Voilà ce qui expliquerait, dit-elle à "l’Obs", que les avancées scientifiques sur la myopathie soient "un gâchis de temps, d’argent et d’espoir" pour les donateurs, les scientifiques et les malades.

"Et un insoutenable massacre d’animaux. Moi, je n’ai jamais demandé qu’on torture pour que je remarche, jamais ! Et je réclame à la communauté scientifique que cela cesse."

Le point de vue défendu par Pascaline Wittkowski peut paraître iconoclaste, voire provocateur. En réalité, il fait écho aux campagnes de nombreuses associations de défense des bêtes, comme Antidote Europe, organisme antivivisection proche de Peta France.
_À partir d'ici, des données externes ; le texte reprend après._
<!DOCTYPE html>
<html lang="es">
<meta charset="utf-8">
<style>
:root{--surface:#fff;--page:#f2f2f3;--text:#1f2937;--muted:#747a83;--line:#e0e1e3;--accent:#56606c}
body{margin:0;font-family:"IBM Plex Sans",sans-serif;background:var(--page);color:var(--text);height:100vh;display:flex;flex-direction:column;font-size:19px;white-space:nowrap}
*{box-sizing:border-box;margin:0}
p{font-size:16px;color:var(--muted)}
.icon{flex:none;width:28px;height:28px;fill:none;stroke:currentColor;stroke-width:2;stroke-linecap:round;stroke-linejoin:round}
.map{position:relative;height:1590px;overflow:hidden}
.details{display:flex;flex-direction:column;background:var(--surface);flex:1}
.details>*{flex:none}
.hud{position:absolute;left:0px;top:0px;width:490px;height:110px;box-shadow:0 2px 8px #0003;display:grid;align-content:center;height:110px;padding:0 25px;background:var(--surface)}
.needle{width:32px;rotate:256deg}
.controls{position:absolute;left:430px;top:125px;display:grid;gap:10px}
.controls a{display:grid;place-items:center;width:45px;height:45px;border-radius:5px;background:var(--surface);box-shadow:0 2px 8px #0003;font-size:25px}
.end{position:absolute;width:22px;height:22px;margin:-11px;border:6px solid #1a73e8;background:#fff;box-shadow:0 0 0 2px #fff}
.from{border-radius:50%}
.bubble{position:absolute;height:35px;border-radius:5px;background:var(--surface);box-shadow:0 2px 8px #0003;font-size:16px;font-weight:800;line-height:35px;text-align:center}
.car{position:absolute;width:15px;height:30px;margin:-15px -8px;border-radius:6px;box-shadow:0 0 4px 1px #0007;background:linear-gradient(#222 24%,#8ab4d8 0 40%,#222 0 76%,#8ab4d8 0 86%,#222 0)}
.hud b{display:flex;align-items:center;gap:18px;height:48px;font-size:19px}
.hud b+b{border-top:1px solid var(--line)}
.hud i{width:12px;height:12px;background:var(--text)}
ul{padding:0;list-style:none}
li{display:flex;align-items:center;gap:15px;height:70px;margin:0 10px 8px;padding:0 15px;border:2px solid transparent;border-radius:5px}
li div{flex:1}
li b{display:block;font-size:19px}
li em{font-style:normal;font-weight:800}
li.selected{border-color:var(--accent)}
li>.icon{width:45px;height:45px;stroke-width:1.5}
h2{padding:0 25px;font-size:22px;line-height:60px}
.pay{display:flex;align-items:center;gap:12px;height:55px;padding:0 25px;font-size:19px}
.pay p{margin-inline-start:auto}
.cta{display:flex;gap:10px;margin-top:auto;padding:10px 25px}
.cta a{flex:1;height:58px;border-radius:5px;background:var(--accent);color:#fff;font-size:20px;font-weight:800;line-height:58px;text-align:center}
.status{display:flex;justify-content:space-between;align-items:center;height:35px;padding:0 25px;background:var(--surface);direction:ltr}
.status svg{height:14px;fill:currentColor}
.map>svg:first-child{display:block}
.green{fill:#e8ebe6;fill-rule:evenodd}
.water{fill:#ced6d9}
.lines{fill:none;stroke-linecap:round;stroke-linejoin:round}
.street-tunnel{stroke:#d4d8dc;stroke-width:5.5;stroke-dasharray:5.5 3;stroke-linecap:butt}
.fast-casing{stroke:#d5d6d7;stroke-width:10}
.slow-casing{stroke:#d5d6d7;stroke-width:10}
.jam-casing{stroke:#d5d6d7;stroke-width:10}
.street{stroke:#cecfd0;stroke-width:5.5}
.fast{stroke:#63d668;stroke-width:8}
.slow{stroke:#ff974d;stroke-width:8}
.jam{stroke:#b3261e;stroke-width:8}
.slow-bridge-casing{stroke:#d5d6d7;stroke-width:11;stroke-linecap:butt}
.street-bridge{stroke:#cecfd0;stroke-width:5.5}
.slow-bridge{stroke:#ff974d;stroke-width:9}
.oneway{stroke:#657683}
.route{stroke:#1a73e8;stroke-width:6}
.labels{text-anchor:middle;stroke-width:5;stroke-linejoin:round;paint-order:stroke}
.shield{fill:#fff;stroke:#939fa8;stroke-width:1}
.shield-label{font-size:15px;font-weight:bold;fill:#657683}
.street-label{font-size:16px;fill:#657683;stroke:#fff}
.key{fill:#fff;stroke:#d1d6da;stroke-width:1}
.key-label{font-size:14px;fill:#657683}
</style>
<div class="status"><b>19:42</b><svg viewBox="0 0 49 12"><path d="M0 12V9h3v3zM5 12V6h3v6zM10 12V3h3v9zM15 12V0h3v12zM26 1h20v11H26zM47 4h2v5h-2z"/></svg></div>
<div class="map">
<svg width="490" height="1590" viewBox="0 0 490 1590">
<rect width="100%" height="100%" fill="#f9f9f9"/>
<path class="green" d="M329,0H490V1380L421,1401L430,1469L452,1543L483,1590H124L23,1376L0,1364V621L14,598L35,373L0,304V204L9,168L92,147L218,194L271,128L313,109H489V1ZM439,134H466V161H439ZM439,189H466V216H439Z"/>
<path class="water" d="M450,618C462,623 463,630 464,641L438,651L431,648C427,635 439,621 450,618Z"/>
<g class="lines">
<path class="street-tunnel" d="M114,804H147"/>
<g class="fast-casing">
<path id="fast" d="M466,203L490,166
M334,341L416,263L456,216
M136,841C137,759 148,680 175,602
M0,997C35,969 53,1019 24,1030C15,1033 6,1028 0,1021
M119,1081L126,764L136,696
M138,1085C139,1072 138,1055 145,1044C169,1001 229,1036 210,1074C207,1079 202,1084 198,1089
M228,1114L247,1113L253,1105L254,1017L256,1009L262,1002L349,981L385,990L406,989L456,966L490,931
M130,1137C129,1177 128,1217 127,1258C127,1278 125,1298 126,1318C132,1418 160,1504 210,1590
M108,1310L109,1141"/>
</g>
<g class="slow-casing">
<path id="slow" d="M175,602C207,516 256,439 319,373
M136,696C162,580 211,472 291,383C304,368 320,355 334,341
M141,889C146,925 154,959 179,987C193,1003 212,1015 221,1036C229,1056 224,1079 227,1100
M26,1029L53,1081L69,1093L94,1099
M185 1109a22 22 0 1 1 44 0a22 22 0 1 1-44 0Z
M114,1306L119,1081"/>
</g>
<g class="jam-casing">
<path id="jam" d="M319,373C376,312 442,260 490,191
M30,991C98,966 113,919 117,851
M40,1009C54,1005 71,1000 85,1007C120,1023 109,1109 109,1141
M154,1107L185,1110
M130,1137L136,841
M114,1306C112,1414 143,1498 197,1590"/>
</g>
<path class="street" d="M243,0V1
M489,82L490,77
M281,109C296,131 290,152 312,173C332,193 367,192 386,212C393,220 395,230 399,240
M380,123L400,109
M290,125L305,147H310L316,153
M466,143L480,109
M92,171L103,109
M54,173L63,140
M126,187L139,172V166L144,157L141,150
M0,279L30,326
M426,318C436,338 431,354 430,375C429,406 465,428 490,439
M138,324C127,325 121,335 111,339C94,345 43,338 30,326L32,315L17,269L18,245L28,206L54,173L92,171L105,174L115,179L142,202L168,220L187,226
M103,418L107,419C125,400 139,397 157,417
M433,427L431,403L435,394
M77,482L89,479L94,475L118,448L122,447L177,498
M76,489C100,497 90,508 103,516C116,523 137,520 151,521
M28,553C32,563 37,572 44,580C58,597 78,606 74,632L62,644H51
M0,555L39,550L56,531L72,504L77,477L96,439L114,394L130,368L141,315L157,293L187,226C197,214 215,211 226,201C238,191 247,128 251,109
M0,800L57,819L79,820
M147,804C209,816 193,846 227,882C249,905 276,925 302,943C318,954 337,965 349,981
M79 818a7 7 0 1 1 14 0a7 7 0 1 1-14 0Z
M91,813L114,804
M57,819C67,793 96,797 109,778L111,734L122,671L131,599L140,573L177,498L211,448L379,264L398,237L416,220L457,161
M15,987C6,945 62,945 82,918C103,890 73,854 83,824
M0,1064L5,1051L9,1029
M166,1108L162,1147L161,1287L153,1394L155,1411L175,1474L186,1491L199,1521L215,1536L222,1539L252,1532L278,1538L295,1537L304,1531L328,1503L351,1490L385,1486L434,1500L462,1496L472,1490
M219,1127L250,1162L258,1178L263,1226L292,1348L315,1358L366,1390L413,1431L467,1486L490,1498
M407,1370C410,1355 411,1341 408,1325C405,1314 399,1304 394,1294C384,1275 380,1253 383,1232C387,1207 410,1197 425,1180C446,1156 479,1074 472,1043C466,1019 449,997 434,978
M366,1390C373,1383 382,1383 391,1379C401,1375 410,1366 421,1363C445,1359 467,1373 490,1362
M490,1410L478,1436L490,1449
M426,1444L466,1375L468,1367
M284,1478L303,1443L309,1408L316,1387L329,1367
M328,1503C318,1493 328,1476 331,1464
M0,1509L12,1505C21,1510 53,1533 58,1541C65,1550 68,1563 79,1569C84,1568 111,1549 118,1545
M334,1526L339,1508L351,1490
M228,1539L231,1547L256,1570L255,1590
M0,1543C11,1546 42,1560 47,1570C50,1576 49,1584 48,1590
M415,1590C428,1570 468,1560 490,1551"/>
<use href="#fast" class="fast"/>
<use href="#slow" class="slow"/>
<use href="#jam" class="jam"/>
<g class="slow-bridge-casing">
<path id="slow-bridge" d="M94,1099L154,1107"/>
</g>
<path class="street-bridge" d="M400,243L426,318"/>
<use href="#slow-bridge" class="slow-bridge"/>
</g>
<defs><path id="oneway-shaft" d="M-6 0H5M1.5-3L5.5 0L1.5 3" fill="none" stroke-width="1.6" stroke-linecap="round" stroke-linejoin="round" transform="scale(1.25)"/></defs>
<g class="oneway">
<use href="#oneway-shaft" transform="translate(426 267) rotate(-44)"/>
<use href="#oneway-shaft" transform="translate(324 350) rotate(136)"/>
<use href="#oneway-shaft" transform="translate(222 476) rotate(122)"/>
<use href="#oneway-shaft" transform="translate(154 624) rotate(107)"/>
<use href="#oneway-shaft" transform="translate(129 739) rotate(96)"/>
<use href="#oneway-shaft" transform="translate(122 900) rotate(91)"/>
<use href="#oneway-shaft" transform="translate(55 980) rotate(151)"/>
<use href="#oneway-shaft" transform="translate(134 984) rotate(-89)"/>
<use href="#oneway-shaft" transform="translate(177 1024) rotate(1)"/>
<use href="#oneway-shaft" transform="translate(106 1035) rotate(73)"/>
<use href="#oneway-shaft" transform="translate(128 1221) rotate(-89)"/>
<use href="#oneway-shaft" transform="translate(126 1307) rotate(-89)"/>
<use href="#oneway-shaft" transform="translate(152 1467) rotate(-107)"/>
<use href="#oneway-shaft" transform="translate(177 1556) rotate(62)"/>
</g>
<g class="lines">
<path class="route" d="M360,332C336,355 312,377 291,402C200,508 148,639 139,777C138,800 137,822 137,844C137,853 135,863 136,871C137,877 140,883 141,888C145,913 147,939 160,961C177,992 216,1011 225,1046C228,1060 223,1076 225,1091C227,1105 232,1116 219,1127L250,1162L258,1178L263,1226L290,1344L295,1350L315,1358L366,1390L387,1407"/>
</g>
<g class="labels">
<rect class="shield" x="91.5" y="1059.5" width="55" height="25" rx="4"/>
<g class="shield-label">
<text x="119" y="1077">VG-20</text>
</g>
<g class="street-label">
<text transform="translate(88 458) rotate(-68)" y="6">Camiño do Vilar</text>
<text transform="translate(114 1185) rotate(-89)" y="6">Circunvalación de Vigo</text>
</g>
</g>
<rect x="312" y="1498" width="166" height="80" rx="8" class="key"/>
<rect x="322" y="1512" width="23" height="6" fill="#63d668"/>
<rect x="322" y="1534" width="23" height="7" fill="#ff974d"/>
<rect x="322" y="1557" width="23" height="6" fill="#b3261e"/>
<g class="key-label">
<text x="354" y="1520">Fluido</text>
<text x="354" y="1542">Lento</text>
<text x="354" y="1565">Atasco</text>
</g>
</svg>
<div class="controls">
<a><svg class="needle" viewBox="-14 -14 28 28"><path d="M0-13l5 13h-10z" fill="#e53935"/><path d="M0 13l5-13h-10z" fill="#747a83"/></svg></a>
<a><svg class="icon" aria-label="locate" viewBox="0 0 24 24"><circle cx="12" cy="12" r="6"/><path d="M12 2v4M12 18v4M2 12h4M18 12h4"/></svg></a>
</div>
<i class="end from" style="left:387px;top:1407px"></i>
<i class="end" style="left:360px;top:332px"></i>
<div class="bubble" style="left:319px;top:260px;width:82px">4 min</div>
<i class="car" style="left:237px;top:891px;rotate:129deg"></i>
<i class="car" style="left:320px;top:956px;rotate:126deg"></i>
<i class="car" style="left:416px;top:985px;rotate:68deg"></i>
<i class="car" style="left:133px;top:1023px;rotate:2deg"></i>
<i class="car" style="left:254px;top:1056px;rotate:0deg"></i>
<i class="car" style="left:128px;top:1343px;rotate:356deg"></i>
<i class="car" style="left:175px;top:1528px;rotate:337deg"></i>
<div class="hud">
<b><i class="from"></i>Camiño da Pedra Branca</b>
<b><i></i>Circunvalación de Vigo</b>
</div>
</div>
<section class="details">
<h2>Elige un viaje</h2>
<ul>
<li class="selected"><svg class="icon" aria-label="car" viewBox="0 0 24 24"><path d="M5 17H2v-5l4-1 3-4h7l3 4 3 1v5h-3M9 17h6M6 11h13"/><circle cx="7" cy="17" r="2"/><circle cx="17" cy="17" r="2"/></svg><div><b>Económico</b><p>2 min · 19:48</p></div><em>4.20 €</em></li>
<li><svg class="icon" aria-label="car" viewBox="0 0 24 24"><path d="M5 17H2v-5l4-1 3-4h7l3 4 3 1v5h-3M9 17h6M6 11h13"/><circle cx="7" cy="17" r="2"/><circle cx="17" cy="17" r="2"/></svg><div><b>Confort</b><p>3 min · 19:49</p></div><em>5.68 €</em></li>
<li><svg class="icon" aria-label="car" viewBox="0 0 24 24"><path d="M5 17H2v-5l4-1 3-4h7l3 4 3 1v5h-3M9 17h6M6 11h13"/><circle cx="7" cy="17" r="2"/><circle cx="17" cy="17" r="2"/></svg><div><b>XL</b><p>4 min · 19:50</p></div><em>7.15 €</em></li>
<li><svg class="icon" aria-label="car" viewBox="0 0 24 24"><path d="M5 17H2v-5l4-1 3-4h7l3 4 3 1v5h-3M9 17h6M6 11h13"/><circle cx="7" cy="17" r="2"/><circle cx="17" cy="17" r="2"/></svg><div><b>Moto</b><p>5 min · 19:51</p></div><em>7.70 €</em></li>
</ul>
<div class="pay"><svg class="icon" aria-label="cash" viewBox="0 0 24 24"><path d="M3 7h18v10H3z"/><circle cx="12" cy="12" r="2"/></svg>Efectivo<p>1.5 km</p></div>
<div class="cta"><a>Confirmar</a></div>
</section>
André Ménache, son directeur :

"La communauté scientifique a fait un choix culturel à la fin du XIXe siècle d’expérimenter sur des animaux, parce qu’elle était convaincue que les similitudes entre les espèces animales et l’humain étaient plus importantes que ce qui les différencie. Un foie de chien n’était grosso modo qu’un foie d’humain en taille réduite. On sait aujourd’hui que c’est faux, alors pourquoi s’obstiner ? C’est comme si, pour guérir une girafe, on expérimentait sur un perroquet !"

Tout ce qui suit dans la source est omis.